§ **What the task requires**: For every line in the entries that contains "rule", show the whole line.

###

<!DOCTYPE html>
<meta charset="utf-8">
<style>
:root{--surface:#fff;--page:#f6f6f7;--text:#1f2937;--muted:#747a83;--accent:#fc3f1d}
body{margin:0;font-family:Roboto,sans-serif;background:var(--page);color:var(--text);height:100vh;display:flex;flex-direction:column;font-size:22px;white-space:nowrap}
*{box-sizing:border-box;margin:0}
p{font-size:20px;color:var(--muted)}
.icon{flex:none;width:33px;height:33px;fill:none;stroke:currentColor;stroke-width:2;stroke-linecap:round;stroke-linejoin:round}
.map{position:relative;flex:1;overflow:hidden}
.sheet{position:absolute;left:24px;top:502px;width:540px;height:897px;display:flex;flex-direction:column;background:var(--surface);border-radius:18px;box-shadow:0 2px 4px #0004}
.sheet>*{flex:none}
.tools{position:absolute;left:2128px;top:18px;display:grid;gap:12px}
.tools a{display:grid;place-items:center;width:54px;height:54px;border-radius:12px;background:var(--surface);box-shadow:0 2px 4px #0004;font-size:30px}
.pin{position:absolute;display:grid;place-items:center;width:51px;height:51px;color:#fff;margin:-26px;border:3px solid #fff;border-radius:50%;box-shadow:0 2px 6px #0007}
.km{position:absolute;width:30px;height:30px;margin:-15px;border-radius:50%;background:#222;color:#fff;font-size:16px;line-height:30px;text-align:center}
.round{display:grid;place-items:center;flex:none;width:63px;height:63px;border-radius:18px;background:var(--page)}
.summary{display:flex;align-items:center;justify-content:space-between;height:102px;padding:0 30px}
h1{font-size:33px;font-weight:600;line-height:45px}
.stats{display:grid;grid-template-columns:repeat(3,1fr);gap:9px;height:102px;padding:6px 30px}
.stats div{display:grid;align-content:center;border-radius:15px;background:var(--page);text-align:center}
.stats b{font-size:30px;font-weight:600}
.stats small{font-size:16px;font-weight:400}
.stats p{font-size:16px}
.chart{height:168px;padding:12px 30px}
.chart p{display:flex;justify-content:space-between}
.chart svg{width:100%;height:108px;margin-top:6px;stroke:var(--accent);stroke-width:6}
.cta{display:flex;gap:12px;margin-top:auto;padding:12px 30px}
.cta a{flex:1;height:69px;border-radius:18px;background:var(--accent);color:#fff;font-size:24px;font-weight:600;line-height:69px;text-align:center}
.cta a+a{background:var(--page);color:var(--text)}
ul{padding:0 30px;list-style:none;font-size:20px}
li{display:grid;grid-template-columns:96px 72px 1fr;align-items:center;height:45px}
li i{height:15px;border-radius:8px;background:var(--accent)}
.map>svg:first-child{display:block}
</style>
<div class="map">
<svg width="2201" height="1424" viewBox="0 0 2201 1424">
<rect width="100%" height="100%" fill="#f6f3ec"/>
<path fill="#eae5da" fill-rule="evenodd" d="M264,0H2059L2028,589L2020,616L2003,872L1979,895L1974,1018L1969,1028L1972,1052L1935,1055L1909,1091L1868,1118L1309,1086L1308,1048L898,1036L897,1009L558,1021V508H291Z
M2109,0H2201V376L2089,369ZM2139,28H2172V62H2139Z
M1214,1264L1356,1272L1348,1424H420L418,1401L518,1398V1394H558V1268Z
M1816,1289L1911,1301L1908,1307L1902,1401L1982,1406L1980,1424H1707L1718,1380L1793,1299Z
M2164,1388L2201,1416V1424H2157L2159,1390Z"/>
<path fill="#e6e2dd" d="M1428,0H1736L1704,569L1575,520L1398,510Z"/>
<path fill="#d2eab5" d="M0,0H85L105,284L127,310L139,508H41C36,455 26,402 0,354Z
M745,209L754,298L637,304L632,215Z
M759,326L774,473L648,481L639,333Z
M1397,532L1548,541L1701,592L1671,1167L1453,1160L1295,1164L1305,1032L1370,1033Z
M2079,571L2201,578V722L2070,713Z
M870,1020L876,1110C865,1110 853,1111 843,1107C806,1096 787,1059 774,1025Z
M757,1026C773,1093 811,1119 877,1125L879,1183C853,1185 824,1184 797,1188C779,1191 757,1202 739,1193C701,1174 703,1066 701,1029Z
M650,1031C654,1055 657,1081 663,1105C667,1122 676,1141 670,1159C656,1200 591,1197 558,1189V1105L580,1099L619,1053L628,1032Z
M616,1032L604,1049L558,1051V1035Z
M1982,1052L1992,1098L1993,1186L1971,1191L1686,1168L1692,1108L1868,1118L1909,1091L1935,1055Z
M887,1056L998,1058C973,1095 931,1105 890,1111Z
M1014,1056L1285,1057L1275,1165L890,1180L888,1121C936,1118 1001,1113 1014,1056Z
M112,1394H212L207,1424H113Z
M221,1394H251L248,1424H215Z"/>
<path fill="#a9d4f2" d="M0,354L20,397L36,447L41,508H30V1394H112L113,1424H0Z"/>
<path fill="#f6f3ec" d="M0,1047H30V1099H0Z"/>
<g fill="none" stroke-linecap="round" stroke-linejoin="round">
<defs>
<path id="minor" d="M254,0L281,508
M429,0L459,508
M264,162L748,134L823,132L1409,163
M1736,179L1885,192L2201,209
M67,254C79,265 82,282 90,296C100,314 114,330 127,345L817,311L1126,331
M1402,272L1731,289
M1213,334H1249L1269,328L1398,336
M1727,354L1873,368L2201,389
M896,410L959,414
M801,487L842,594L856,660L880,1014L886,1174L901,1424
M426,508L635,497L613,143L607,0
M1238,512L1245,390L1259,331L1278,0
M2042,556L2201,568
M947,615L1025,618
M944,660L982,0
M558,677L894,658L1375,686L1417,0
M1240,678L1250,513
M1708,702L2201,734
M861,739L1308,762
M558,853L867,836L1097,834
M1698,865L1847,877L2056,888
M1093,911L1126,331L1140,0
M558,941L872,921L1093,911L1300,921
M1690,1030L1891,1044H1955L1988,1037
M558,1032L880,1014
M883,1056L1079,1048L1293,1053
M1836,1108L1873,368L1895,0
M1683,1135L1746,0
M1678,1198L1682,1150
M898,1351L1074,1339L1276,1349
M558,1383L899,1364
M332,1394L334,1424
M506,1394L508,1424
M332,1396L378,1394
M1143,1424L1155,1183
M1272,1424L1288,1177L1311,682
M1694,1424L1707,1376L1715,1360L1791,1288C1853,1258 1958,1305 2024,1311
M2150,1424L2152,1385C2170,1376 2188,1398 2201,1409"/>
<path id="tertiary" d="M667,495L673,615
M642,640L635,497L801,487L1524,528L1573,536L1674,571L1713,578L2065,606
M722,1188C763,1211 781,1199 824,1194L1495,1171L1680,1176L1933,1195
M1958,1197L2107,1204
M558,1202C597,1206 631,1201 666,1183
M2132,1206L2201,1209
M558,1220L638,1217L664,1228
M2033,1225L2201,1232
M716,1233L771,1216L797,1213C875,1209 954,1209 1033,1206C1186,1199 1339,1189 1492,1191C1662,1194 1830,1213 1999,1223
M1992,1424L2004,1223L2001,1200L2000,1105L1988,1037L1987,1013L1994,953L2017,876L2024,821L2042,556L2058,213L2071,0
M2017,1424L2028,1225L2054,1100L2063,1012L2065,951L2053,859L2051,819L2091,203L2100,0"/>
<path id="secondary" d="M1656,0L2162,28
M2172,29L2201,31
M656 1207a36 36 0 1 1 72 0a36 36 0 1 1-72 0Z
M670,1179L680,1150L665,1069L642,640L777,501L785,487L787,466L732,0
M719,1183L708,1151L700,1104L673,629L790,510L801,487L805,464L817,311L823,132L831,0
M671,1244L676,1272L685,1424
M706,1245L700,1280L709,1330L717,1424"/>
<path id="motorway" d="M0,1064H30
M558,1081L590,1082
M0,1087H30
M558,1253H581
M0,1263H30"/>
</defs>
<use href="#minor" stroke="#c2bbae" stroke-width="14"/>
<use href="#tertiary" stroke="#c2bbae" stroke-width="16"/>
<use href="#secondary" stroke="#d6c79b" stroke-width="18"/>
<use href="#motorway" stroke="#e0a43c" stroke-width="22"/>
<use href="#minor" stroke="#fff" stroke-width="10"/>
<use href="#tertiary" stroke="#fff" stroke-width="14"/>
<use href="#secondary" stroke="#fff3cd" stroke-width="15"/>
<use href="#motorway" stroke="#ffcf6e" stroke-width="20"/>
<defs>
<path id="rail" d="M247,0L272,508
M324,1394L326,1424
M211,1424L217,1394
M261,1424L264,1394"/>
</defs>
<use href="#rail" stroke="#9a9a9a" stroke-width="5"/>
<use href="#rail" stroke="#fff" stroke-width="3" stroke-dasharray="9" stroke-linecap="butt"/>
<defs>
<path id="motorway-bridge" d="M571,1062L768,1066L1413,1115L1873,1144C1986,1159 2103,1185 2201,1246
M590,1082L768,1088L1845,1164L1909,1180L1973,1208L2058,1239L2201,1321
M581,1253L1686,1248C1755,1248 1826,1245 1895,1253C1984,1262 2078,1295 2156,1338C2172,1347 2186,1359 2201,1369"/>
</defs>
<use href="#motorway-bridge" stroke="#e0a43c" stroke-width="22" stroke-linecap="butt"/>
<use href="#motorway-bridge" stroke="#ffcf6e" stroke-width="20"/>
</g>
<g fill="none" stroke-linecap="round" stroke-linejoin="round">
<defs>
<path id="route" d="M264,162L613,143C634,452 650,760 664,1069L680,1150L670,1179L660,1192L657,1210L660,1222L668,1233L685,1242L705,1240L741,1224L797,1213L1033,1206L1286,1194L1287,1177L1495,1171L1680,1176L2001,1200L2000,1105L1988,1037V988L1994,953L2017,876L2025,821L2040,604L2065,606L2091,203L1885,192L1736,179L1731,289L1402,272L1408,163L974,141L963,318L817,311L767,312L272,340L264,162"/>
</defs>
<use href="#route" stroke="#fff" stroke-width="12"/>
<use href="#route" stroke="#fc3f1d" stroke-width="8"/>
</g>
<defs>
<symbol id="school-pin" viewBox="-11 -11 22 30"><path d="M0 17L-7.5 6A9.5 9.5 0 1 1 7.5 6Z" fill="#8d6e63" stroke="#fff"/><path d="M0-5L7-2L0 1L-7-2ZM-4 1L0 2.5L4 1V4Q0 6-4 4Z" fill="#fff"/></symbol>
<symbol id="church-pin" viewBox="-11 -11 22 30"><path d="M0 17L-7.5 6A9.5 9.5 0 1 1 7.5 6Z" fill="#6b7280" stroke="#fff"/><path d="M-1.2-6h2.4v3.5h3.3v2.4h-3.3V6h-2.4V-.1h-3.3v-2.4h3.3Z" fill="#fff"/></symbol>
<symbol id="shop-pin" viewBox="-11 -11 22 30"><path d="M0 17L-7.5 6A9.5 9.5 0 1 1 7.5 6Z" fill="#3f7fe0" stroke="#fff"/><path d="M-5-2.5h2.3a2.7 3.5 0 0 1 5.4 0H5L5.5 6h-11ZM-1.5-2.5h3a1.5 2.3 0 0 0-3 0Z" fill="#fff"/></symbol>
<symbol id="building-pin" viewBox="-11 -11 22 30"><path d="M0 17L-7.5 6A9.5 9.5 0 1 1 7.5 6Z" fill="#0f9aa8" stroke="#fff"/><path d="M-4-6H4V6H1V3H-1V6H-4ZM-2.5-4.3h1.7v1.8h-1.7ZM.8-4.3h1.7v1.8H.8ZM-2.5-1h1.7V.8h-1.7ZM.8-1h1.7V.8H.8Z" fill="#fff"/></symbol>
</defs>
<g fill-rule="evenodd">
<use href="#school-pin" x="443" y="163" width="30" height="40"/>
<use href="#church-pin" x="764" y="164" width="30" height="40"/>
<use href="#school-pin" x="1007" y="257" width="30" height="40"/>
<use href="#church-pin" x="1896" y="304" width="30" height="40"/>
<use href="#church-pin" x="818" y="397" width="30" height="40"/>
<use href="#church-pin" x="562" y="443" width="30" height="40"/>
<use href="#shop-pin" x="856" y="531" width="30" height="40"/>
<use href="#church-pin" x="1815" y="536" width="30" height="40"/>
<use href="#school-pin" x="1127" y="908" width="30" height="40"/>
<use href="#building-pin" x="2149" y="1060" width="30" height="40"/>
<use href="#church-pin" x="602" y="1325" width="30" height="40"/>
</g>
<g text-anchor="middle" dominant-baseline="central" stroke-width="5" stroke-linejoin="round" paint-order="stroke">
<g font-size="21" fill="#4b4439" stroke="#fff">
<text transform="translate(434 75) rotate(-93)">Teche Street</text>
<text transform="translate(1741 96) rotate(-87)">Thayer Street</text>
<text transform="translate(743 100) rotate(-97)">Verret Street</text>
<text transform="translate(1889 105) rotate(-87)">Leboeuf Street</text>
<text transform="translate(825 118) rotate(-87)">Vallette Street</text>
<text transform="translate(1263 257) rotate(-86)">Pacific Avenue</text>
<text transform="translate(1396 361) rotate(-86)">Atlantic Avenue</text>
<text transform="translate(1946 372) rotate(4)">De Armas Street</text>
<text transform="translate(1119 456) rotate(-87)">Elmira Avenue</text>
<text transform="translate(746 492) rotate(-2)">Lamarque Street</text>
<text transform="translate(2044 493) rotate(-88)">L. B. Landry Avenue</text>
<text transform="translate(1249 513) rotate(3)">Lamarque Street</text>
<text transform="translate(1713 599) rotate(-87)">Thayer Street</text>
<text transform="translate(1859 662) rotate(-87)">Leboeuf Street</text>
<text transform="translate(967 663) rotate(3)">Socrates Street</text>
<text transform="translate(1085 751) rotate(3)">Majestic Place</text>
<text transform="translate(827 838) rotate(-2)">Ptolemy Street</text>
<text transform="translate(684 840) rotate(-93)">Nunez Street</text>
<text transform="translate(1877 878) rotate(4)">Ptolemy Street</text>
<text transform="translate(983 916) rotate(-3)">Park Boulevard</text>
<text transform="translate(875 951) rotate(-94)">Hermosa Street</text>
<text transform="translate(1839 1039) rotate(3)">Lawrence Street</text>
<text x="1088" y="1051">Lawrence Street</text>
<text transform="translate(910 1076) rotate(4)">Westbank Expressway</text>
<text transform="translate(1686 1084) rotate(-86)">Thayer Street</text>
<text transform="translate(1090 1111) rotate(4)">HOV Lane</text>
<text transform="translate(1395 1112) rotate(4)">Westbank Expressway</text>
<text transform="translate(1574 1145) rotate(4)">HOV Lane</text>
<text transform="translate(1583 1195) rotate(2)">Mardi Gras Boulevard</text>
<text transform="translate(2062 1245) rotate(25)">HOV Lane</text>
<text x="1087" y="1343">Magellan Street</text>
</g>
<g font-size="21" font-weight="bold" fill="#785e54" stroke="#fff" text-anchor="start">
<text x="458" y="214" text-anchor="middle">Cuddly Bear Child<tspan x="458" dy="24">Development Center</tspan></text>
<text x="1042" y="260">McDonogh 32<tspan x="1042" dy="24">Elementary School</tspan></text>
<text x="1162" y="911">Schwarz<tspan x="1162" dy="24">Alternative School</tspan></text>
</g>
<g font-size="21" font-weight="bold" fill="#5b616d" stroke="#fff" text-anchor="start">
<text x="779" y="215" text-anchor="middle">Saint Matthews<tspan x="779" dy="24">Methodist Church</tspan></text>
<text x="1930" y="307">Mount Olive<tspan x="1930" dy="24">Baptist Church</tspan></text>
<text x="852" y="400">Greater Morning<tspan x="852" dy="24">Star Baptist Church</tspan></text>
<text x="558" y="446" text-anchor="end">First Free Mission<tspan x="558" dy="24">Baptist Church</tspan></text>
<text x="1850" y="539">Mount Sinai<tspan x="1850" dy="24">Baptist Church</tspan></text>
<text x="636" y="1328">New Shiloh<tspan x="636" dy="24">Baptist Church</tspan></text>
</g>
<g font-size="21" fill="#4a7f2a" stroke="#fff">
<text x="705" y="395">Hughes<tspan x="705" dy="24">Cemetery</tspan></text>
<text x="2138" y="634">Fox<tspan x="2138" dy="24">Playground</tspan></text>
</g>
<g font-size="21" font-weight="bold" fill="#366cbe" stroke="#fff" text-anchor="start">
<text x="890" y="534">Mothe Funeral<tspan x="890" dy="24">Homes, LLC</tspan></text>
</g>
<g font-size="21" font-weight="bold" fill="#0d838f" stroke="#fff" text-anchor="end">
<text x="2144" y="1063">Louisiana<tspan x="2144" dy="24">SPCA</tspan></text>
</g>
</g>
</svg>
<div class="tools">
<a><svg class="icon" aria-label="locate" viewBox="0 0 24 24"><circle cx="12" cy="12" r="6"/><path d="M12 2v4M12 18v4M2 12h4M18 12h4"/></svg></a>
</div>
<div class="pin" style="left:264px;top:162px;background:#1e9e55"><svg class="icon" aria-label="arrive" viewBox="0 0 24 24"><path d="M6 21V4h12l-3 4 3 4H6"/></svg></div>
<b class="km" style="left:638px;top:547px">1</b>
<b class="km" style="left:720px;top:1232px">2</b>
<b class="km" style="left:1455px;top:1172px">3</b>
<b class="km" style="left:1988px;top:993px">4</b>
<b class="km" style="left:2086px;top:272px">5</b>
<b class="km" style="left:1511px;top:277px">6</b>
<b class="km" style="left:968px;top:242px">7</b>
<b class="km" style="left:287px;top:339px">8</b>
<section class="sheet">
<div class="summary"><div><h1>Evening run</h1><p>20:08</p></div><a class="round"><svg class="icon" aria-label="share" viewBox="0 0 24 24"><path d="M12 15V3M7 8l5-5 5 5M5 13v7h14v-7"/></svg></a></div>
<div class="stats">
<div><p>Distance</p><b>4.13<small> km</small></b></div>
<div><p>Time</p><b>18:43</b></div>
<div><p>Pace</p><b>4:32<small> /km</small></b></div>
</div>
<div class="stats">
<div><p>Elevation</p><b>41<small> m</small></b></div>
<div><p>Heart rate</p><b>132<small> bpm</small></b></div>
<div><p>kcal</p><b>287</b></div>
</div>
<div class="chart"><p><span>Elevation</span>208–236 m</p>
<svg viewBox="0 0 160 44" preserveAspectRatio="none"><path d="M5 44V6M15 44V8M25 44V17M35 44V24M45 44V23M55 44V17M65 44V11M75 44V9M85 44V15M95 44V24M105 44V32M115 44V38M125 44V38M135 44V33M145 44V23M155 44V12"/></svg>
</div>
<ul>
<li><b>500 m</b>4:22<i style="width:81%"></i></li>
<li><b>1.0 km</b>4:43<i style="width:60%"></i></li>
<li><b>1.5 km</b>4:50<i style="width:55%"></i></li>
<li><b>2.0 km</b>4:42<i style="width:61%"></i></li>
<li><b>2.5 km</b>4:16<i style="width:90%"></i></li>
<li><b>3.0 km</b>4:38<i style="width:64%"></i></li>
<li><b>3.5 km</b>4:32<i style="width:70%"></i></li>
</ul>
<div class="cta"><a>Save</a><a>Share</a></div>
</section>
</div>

###

§ **Solution below**:
<path fill="#eae5da" fill-rule="evenodd" d="M264,0H2059L2028,589L2020,616L2003,872L1979,895L1974,1018L1969,1028L1972,1052L1935,1055L1909,1091L1868,1118L1309,1086L1308,1048L898,1036L897,1009L558,1021V508H291Z
<g fill-rule="evenodd">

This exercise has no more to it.